Encouraging these fans to explore the game is something Super Metroid excels at. Its use of hidden upgrades throughout the game, combined with a percent score at the end of the game to tell players how many upgrades they missed, creates replayability through exploration.
Furthermore, players couldn't see the completion rate until after the end of the game, encouraging them to explore every square inch of the game world before completing it. This intense investigation would lead players to discover that they could "sequence-break," or undermine the critical path of the game, which would encourage even more exploration.
More important than trying to encourage this curiosity, however, is to simply avoid putting up roadblocks. This is actually the one area in which Super Metroid failed. When it was released, it was a closed system, and serious exploration of the game's code was impossible for the average fan.

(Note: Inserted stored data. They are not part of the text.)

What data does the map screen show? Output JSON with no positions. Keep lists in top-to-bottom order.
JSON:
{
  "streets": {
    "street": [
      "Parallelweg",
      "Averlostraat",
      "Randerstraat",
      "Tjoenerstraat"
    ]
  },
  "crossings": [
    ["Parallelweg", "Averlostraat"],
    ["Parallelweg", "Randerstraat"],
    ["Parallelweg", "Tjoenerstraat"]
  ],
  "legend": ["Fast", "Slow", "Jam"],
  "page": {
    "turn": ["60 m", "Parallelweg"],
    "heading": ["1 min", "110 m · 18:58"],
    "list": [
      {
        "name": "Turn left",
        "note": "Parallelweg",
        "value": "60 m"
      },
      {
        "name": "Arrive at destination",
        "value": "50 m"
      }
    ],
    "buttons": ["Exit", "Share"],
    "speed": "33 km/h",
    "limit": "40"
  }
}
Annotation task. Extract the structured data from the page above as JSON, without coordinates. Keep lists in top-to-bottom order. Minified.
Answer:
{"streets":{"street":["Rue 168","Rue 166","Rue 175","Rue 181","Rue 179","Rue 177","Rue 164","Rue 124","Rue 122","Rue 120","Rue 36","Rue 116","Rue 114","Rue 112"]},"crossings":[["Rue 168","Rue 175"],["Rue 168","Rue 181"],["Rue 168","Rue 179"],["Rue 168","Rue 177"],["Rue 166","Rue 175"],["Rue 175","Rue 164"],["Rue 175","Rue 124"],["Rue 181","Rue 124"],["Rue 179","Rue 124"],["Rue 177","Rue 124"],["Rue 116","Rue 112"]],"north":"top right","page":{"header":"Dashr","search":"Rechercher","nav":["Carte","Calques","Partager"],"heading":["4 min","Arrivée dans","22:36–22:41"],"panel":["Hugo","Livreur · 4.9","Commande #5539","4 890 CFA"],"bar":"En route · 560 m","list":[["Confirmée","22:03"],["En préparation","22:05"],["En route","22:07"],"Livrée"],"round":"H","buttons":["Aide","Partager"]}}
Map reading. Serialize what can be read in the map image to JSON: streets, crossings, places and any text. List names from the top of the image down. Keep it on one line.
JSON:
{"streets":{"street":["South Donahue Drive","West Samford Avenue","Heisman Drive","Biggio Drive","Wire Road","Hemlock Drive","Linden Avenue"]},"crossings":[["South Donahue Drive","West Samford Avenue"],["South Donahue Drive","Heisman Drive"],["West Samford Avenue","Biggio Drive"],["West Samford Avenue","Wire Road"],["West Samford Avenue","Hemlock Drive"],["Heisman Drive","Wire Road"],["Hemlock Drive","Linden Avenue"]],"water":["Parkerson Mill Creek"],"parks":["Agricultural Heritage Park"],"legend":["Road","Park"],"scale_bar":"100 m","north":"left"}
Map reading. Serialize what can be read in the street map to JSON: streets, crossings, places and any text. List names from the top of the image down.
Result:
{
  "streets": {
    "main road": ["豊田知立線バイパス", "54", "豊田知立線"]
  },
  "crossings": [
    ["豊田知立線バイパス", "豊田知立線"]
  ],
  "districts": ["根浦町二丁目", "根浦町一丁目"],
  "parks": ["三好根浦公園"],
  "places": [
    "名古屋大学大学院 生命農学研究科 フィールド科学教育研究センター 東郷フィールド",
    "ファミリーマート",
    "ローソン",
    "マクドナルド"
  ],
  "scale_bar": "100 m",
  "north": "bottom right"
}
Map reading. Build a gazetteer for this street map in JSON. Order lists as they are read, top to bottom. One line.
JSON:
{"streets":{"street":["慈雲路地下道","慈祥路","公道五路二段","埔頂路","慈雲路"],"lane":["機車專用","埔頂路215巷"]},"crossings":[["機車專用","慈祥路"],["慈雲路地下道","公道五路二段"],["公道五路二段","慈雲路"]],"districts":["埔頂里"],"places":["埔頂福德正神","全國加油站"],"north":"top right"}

It was only years later, when the game's cartridge technology itself was circumvented, that intrepid fans were able to explore the code and start the hacking community. Developers don't have to give fans complete freedom with a game's code, but a completely closed system may well cripple a game's community.
By capitalizing on fans' natural curiosity about their favorite game, developers can lead them to a deeper understanding of it, which in turn can give players the knowledge necessary to create new content for the game. For Super Metroid, this ability was key to the inception of the ROM hacking community, but it was only half the story.
Without direct access to Super Metroid's code, major hacks like Super Metroid Phazon Hack, pictured above, would be impossible.
Even if fans have a deep understanding of how a game works, their knowledge may go unused if they have no motivation to do anything with it. By contrast, the members of Metroid Construction used their knowledge to create their own versions of the game, from cosmetic changes to unique spins to complete overhauls.
What motivated them? Forum members said that a lack of a true sequel to Super Metroid spurred fans to hack the game. Simply put, a lack of official content induced a flourishing of unofficial content.
It's important to note, however, that the Metroid franchise did not have to die for Super Metroid to be a unique game. Although there was a significant dry spell of about eight years between Super Metroid and its twin sequels, Metroid Prime and Metroid Fusion, the more important factor is how different these sequels were from the original.
Metroid Prime took the series in a completely new direction, using a 3D graphics engine and a first-person perspective in stark contrast to Super Metroid's 2D graphics and sidescrolling view. And although Metroid Fusion looked similar to Super Metroid, its relatively linear gameplay was seen as a departure from Super Metroid's oft-lauded sense of open exploration. Both these new games thus successfully -- and profitably -- continued the franchise without diminishing Super Metroid's perceived uniqueness, leaving room for fan interpretation.
Although developers strive to make their games unique to stand out from other franchises, this doesn't always happen within a single franchise. Purely iterative sequels can cannibalize extant game communities and suppress the community's desire to create content. If a developer creates new content frequently, it is competing with its own fans' creations -- and the fans usually lose. Fans must be able to see a niche for their content, or they will have little reason to bother. Releasing a sequel every year may guarantee a steady income, but a developer is more likely to curate a self-perpetuating community by helping fans promote and create their own content.
One notable thing lacking from Super Metroid is a strong story element. Ice Metal: Uninstall, above, is one fan's answer to that gap.